J’ai jadis porté un signe religieux et ne l’ai jamais regretté.

C’était une petite croix en bois, suspendue à mon cou, pas particulièrement ostentatoire mais tout à fait visible. Je dirais même : intentionnellement visible. Ça n’a duré que deux ans. Je ne la portais pas toujours, selon le contexte, la situation, l’humeur.

Étais-je croyant?

En Dieu non ; en l’humanisme des évangiles, oui.
En Jésus-Dieu, non ; en Jésus-homme oui.

Je n’avais rien d’un croisé qui se soumet aux dogmes. Les miracles, par exemple, ont toujours été à mes yeux des métaphores, des symboles, des allégories. Même chose pour la virginité de Marie. La résurrection. Le paradis. Le Genèse. L’Apocalypse.

Ma mère était croyante et pratiquante, impliquée dans sa paroisse (et plus tard dans un centre spirituel œcuménique), mais elle ne nous a jamais forcés à aller à l’église. Jamais elle ne nous a sermonnés à coups de citations bibliques. Jamais elle n’a projeté sa soif d’absolu sur nous. Elle vivait sa foi intérieurement, sans en faire un spectacle. Une foi humaniste.

Une foi laïque?

Les meilleurs formateurs que j’aie connus

Mon premier contact  avec des religieux s’est fait au début de l’adolescence dans un collège privé dirigé par une communauté où enseignaient quelques frères. C’était l’époque (fin années 70) où, globalement, la religion commençait à disparaître du paysage scolaire québécois.
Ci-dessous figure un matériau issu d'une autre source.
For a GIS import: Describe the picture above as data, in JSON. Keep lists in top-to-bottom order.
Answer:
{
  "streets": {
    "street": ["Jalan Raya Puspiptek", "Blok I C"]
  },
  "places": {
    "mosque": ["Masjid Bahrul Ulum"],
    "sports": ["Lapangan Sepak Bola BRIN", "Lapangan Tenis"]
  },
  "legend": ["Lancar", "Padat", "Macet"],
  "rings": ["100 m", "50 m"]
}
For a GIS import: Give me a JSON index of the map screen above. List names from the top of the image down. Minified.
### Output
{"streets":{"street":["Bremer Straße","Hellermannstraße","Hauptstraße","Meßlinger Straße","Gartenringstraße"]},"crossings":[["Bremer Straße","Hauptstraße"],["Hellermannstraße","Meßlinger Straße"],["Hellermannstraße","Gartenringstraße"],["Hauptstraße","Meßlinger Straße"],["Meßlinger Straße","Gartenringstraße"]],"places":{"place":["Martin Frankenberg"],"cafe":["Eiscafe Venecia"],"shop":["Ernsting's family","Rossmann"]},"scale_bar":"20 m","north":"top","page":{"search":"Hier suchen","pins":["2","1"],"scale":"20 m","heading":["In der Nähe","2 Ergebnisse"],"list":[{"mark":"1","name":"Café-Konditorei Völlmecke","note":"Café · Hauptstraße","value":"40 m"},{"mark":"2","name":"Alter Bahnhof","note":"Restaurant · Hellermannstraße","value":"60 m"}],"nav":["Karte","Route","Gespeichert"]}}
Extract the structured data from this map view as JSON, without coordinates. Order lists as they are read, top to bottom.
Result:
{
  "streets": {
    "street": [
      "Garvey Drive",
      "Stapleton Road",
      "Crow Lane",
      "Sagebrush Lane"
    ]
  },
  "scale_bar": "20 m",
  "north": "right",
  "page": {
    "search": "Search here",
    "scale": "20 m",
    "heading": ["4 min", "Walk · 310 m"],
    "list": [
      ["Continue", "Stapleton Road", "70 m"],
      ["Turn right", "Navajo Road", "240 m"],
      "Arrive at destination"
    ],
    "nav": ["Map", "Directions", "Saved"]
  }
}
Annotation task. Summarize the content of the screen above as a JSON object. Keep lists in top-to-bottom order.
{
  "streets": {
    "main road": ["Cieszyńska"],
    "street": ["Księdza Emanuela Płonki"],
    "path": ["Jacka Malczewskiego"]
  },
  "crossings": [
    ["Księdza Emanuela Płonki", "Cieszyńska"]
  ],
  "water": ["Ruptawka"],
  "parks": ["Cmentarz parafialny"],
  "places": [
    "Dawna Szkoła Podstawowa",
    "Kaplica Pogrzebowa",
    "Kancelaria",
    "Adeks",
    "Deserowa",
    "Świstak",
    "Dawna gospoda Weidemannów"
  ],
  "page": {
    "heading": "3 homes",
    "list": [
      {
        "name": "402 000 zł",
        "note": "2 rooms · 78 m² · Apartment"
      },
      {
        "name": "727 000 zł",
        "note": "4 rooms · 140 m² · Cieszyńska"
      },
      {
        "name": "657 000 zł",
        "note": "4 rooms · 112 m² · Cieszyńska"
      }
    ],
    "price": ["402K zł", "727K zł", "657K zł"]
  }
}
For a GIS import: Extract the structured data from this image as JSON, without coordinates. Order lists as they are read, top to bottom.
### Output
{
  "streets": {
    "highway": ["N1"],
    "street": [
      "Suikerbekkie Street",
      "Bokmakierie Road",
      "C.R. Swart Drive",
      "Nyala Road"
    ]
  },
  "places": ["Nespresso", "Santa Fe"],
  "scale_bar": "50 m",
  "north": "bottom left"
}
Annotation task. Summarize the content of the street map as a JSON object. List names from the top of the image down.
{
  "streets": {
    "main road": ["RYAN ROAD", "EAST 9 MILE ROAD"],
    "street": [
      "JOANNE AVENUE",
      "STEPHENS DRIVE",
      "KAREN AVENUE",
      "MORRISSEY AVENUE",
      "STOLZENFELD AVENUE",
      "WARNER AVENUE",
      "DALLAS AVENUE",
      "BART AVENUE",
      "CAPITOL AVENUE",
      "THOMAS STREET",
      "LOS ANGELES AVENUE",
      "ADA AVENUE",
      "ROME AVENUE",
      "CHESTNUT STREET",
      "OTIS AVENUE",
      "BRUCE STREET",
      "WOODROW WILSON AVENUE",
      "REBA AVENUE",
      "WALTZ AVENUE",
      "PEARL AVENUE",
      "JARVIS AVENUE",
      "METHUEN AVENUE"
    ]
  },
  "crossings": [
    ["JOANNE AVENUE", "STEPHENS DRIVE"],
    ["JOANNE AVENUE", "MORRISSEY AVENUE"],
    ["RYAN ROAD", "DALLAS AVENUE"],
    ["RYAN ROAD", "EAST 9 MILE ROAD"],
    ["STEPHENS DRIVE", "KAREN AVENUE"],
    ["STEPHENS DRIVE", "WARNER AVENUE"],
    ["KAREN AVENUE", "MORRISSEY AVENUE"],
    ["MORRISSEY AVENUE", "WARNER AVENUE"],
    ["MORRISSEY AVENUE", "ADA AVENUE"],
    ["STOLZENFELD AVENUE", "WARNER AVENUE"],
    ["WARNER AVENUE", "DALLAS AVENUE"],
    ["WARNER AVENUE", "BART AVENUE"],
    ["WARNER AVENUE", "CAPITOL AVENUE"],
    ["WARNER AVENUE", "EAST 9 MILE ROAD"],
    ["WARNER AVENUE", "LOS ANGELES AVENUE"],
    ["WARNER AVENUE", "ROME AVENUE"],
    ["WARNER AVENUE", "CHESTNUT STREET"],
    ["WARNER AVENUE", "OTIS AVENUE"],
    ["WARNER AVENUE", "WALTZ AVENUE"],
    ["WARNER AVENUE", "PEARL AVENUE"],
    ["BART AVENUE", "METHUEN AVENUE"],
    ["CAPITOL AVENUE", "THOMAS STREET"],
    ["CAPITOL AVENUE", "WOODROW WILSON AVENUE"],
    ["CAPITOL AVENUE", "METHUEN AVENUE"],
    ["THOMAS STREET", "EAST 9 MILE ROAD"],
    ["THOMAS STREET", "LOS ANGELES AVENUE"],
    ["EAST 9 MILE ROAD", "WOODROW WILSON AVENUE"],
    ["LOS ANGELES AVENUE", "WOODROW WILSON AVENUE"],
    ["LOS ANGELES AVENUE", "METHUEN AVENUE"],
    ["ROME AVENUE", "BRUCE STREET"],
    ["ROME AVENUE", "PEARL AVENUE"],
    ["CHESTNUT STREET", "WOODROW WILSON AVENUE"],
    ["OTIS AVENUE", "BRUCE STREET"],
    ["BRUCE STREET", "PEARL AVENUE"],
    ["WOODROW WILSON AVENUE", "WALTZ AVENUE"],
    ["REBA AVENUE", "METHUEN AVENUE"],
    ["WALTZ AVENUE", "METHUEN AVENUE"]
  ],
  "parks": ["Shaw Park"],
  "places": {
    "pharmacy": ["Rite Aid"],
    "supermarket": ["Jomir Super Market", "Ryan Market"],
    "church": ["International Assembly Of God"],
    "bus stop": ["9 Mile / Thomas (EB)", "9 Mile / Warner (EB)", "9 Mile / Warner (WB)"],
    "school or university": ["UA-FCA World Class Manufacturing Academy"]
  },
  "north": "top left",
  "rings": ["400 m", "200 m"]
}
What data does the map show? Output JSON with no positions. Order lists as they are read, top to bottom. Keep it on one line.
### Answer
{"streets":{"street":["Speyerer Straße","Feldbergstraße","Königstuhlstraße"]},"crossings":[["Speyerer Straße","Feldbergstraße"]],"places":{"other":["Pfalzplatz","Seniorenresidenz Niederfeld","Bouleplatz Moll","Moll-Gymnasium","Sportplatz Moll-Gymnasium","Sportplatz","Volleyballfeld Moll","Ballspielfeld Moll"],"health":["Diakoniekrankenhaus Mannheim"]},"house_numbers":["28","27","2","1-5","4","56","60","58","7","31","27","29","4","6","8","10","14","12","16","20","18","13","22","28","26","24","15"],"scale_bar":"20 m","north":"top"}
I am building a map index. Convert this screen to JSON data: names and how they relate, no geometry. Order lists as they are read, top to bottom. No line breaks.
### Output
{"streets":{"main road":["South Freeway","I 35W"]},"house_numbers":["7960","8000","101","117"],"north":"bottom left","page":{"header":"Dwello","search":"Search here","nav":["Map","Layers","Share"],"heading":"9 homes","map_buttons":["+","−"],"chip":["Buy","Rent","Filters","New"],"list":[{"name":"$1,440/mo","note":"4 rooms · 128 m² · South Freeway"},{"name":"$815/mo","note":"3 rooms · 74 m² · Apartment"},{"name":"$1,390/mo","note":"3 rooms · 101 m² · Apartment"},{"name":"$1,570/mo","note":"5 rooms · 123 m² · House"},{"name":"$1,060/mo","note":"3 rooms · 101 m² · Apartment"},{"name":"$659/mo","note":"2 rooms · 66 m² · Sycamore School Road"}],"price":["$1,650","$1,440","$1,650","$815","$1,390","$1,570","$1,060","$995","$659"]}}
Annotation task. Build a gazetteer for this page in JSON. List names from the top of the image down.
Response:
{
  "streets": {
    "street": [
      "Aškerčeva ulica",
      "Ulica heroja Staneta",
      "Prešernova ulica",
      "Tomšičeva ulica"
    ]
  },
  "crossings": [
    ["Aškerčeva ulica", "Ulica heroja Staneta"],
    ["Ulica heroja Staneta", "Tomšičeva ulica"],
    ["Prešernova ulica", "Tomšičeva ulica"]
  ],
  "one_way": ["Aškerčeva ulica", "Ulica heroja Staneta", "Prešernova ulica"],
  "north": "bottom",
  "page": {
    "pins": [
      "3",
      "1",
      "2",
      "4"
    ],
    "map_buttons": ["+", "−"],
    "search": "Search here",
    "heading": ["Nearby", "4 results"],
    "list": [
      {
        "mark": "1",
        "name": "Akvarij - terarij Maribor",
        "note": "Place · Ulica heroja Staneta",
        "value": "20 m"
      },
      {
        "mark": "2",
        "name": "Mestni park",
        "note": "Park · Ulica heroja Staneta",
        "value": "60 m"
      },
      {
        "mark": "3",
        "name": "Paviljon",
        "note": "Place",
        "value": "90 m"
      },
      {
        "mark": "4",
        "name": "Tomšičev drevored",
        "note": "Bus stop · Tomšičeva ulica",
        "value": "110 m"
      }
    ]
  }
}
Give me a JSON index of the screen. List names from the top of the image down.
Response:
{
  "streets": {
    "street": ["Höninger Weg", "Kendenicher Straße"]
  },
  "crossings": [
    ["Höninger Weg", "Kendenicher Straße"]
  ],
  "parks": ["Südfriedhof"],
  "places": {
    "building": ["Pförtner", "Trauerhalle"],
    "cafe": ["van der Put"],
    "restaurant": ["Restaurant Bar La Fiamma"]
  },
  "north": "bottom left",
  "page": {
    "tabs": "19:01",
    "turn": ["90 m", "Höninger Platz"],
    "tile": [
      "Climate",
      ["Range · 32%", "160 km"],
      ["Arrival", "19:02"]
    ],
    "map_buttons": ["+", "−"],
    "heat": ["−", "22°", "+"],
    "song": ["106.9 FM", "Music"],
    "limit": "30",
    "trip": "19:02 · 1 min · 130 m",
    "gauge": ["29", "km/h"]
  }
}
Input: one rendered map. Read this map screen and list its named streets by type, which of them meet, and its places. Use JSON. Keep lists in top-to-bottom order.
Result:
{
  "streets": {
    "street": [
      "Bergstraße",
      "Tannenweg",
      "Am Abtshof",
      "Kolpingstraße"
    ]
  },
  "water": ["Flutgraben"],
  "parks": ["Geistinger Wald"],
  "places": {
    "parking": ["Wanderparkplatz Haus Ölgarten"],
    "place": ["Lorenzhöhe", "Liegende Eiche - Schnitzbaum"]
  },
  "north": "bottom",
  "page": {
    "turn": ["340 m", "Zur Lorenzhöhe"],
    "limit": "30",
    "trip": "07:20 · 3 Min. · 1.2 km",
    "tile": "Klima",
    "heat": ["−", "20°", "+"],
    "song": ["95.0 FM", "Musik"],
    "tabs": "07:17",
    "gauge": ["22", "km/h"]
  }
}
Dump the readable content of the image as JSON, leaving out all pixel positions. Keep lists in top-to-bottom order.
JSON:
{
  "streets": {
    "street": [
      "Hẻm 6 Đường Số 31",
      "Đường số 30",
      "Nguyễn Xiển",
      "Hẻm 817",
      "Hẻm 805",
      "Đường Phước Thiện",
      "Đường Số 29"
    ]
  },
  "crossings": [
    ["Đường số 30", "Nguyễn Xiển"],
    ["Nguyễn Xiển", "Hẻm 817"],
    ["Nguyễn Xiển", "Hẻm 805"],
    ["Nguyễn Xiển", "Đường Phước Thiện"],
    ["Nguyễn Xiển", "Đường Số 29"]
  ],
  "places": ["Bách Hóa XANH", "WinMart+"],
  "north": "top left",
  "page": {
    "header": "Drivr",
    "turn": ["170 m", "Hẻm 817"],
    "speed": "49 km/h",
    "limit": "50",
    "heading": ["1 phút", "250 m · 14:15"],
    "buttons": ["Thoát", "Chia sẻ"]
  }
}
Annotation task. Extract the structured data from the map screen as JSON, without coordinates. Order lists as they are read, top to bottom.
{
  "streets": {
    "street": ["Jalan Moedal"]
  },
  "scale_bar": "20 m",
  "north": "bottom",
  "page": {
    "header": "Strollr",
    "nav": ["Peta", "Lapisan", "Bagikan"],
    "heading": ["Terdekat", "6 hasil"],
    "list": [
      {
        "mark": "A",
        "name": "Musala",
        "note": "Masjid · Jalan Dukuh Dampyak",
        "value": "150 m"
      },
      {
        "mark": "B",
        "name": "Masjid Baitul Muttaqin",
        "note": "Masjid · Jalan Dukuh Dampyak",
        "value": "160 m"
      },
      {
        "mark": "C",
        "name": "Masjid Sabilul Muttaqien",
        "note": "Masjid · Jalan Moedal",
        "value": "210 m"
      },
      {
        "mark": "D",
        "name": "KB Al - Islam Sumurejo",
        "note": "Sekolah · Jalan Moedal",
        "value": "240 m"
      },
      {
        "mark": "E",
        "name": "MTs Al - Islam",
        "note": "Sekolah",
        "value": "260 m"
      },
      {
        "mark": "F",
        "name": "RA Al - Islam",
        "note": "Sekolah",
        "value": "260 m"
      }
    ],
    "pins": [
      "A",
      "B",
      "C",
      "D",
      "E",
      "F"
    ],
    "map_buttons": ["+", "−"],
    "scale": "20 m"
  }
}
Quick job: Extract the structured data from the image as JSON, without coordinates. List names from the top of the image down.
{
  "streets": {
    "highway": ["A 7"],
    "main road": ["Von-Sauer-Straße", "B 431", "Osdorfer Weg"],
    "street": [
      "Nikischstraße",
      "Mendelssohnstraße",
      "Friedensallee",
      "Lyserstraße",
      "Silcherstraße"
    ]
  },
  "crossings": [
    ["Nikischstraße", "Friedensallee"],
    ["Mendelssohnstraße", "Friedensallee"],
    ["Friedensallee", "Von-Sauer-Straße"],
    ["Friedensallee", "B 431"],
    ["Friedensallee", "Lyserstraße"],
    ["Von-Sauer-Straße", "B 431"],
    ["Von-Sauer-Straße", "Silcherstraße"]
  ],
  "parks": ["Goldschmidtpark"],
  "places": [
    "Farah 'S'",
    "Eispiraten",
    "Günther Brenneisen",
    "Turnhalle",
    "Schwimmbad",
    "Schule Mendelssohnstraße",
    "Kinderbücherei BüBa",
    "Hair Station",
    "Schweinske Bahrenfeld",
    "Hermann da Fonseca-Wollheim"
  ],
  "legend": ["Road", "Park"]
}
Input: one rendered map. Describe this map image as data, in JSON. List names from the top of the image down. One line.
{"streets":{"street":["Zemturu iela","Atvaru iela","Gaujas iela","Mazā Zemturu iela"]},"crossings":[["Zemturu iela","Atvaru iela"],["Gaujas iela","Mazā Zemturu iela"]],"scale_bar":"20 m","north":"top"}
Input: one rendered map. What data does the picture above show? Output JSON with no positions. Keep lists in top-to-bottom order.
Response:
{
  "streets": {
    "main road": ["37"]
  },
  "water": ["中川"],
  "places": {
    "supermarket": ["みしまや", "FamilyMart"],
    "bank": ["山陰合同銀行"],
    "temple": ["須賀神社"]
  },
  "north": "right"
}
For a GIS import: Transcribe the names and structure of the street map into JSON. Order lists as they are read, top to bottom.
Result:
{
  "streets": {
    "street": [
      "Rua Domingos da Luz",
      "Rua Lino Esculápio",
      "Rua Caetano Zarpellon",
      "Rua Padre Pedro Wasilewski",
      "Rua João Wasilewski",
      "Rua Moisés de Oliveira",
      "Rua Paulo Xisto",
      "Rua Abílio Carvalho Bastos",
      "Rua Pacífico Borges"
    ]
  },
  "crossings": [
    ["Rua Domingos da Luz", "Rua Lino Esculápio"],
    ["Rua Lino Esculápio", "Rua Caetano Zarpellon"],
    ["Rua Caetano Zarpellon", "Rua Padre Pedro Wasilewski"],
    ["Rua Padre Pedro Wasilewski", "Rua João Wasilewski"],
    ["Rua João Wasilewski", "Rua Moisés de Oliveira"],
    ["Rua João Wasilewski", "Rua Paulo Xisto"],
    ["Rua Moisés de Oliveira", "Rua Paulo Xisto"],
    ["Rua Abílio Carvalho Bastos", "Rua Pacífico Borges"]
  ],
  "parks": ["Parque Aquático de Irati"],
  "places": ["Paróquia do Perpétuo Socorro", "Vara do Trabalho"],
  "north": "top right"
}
Ces frères enseignants ne nous parlaient pas de religion, ou très peu. Ils n’affichaient aucun signe religieux, ou très discrètement. Ils n’étaient pas frère Raymond, frère René, frère Ronald, ils étaient tout simplement Raymond, René et Ronald -avec le tutoiement à la clé. Leur vocation avait germé dans l’esprit de Vatican II, ouvert, moderne, qui disait aux religieux d’aller dans le vaste monde et de vivre comme le monde, dans un esprit fraternel. Humaniste. Quasi laïc. Il fallait désormais être témoins de l’Évangile tout en résistant aux tentations prosélytes. Tel était (ou semblait être) le souhait du bon pape Jean XXIII.

Le pape humaniste.

Un pape laïc?

C’est du moins ce que j’ai retenu de ces gens formidables qui m’ont marqué si positivement. Ces frères-là étaient droits, sympathiques, respectueux, dévoués. Ils furent parmi les meilleurs formateurs que j’aie connus.

Jeune adulte, je suis allé enseigner en Haïti dans une école dirigée par des frères de cette communauté. Pendant un an j’ai vécu avec quatre religieux. La récitation du chapelet en voiture, je connais. La lecture du bréviaire le long de la galerie, je connais. L’office du matin dans la petite chapelle, je connais. Le bénédicité avant les repas, je connais.

Quel riche héritage.

Jamais je ne me suis senti pris dans un étau spirituel, dans un carcan moral ou dans quelque obligation que ce soit. Je n’avais pas l’intention d’entrer en communauté et les Frères le savaient.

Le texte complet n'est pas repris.